*** Input for this task ***
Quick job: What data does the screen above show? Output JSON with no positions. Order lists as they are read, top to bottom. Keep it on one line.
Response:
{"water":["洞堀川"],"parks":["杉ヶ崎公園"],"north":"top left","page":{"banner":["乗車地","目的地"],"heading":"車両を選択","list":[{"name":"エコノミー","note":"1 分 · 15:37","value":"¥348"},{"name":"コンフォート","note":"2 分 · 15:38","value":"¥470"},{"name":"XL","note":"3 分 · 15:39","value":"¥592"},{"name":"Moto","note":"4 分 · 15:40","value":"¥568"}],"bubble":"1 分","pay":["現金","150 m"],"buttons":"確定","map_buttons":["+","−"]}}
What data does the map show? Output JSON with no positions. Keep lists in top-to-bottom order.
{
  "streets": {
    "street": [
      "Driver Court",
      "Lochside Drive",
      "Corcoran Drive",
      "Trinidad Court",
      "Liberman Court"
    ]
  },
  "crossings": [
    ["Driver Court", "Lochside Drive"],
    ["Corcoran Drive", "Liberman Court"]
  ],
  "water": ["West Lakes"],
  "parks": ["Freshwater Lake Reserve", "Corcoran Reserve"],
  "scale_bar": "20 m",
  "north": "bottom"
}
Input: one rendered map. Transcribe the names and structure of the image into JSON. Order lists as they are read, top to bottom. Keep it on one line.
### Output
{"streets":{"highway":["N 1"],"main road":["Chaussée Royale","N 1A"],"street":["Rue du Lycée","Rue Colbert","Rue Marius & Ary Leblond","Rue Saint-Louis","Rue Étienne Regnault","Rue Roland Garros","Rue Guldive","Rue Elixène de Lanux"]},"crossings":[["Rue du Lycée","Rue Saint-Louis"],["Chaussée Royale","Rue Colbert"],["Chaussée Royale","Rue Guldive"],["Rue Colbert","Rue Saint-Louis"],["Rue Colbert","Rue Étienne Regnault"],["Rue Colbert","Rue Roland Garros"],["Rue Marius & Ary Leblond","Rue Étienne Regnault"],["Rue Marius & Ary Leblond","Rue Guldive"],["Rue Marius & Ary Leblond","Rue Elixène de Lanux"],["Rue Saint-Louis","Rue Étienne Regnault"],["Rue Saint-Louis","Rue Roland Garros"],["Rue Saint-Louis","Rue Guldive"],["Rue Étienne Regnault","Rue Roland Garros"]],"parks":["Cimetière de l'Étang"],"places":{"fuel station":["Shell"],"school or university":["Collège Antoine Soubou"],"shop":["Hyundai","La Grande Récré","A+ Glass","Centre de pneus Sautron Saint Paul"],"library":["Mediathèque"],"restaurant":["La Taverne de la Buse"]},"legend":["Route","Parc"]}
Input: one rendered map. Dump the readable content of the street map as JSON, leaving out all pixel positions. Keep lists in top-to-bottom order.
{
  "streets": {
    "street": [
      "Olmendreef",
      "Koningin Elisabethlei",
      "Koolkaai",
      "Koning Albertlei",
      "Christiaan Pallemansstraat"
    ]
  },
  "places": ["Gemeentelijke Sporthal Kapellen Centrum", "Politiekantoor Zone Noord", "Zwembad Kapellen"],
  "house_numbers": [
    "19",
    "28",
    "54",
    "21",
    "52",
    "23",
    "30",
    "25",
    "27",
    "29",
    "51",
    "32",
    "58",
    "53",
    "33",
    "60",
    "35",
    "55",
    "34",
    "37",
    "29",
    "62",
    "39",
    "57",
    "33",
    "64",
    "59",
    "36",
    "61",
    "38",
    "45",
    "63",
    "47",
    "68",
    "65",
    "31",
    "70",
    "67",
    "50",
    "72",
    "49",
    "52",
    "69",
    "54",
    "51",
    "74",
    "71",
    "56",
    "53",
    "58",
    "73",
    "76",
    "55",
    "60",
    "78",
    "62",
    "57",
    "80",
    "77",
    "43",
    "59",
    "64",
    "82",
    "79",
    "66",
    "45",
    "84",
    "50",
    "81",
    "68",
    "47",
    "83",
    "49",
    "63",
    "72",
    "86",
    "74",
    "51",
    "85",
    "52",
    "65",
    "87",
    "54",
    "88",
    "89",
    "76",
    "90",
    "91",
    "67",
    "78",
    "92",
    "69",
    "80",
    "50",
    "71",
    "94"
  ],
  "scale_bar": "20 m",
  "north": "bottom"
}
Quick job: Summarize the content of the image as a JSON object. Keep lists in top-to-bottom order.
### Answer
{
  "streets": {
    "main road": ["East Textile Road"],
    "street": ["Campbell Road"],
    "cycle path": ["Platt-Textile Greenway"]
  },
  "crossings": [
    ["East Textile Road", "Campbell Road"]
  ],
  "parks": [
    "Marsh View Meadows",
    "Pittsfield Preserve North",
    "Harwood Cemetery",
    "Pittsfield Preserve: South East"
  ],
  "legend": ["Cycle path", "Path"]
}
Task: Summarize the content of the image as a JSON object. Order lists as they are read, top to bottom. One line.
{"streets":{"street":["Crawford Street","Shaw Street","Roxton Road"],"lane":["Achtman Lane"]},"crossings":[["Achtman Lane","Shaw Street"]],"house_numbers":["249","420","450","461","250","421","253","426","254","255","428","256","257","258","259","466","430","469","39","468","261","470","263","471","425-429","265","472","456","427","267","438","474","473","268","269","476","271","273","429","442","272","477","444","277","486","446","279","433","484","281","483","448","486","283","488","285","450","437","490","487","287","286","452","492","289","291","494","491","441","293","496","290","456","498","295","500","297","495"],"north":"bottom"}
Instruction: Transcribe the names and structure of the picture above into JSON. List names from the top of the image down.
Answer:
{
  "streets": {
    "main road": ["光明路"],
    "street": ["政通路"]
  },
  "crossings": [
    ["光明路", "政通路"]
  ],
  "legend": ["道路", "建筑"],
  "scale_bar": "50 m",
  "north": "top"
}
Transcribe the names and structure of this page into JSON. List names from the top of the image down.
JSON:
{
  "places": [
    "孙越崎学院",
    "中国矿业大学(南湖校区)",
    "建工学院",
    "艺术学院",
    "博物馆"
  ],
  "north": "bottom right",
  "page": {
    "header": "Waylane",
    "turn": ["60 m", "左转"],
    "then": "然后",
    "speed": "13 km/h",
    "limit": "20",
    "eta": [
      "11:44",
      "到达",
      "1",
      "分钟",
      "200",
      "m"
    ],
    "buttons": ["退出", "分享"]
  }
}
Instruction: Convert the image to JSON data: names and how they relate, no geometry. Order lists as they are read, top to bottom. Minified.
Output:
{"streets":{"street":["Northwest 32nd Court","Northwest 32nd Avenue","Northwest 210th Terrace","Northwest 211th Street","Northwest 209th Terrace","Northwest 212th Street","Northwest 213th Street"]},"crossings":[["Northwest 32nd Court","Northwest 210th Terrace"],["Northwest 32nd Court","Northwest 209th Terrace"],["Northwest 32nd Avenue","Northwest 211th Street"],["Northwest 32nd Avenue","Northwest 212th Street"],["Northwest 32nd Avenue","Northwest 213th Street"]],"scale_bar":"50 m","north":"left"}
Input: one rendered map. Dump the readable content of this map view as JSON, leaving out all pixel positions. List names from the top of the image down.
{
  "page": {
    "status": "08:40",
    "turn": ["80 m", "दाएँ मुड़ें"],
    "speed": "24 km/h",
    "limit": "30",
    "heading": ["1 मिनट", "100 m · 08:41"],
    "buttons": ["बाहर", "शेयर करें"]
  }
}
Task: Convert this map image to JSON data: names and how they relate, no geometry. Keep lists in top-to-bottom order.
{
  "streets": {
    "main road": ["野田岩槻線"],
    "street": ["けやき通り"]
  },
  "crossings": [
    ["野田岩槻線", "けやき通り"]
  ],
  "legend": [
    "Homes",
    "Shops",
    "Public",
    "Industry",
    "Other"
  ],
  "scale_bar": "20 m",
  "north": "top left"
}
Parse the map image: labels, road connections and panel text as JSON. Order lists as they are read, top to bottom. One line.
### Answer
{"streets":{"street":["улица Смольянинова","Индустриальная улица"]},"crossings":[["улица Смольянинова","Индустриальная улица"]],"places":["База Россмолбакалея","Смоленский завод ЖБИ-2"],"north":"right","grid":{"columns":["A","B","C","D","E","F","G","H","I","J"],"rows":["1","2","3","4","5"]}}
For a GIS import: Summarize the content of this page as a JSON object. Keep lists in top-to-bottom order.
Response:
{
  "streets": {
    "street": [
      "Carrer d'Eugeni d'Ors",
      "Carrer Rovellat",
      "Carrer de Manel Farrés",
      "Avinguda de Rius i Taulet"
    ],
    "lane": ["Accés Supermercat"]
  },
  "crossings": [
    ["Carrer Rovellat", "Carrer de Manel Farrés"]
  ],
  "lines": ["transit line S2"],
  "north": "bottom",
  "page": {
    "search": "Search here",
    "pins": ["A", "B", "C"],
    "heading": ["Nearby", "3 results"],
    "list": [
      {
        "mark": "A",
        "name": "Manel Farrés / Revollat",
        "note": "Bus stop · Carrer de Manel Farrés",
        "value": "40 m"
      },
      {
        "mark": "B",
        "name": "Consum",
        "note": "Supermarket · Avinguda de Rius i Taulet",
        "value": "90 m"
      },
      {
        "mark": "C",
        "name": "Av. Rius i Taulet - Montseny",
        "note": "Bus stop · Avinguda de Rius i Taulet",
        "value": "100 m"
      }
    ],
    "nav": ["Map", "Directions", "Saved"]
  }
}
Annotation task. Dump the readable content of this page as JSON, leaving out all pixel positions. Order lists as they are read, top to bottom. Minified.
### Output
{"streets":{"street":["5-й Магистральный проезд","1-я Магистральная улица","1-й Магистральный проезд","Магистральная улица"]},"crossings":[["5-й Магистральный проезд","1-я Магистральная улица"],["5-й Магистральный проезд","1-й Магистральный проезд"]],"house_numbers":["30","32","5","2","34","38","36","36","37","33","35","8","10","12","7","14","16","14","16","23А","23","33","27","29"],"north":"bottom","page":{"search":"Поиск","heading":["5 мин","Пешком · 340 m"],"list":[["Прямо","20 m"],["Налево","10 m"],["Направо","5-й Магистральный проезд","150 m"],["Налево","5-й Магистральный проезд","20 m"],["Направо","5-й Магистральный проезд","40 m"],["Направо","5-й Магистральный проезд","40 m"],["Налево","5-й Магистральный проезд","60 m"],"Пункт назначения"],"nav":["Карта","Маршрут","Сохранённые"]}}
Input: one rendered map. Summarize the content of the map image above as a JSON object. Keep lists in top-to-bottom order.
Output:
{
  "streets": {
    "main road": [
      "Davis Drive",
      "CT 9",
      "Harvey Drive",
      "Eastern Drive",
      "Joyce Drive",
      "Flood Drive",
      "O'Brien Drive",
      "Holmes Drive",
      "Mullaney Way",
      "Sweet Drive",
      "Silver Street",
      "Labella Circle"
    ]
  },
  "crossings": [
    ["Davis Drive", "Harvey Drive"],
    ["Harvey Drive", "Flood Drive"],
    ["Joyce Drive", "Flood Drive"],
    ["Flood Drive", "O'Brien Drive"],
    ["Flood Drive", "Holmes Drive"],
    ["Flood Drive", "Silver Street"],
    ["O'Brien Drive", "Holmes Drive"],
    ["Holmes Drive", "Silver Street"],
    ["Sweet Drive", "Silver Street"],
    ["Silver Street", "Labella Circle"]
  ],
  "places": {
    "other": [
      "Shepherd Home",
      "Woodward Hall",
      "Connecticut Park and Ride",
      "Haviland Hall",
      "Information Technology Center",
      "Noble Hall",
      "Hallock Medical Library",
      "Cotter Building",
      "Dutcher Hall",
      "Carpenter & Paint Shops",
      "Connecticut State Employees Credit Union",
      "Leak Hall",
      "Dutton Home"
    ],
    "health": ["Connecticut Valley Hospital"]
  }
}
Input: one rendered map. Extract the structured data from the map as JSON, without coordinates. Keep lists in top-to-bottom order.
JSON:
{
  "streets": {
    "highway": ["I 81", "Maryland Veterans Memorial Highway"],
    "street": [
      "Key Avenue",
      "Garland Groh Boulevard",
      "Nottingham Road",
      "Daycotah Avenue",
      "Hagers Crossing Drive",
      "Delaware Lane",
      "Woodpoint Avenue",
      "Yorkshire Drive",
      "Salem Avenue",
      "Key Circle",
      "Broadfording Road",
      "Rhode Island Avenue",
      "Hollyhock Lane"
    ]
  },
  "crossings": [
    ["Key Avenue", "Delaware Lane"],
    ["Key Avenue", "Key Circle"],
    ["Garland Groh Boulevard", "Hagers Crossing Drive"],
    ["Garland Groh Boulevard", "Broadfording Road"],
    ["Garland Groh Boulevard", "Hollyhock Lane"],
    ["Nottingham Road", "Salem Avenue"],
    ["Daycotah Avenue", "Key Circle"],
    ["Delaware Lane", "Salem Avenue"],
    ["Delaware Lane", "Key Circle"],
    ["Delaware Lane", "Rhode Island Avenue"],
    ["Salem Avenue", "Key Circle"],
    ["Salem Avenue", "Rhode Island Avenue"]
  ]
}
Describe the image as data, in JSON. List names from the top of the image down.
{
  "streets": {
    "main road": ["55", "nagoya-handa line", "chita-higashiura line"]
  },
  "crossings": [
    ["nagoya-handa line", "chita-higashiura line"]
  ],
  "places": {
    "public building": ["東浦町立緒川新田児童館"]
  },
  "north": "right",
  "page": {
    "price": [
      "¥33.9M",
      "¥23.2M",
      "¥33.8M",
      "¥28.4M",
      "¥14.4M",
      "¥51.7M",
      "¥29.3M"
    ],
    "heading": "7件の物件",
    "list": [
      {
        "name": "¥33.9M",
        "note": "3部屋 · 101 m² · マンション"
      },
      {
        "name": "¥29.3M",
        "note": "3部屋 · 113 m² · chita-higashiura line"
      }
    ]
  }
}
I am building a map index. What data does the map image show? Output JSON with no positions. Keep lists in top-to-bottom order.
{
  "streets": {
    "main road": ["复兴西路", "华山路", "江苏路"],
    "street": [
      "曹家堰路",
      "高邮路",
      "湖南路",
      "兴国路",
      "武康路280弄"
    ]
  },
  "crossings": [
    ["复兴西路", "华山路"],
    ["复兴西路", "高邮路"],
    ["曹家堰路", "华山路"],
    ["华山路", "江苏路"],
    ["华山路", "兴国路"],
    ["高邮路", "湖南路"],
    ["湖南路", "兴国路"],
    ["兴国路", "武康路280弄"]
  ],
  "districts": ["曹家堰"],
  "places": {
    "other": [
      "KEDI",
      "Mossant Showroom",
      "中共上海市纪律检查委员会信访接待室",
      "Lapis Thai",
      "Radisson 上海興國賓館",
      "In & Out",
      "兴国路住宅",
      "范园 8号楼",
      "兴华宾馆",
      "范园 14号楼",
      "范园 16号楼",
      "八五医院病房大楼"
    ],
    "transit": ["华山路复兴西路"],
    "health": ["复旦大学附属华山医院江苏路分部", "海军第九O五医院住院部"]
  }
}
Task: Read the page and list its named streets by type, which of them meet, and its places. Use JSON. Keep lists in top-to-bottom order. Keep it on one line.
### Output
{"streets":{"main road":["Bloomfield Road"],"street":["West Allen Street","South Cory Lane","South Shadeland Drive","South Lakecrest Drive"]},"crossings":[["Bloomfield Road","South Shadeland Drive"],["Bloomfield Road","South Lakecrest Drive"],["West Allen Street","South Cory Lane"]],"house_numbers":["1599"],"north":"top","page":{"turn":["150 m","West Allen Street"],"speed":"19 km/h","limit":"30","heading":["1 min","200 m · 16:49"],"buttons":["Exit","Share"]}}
*** End of Input for this task ***
_What you should do_
Using the entries above, return exactly the lines from the line with "I am building" to the line with "Task: Read the", counting both of those lines.

_Result of the task_
I am building a map index. What data does the map image show? Output JSON with no positions. Keep lists in top-to-bottom order.
{
  "streets": {
    "main road": ["复兴西路", "华山路", "江苏路"],
    "street": [
      "曹家堰路",
      "高邮路",
      "湖南路",
      "兴国路",
      "武康路280弄"
    ]
  },
  "crossings": [
    ["复兴西路", "华山路"],
    ["复兴西路", "高邮路"],
    ["曹家堰路", "华山路"],
    ["华山路", "江苏路"],
    ["华山路", "兴国路"],
    ["高邮路", "湖南路"],
    ["湖南路", "兴国路"],
    ["兴国路", "武康路280弄"]
  ],
  "districts": ["曹家堰"],
  "places": {
    "other": [
      "KEDI",
      "Mossant Showroom",
      "中共上海市纪律检查委员会信访接待室",
      "Lapis Thai",
      "Radisson 上海興國賓館",
      "In & Out",
      "兴国路住宅",
      "范园 8号楼",
      "兴华宾馆",
      "范园 14号楼",
      "范园 16号楼",
      "八五医院病房大楼"
    ],
    "transit": ["华山路复兴西路"],
    "health": ["复旦大学附属华山医院江苏路分部", "海军第九O五医院住院部"]
  }
}
Task: Read the page and list its named streets by type, which of them meet, and its places. Use JSON. Keep lists in top-to-bottom order. Keep it on one line.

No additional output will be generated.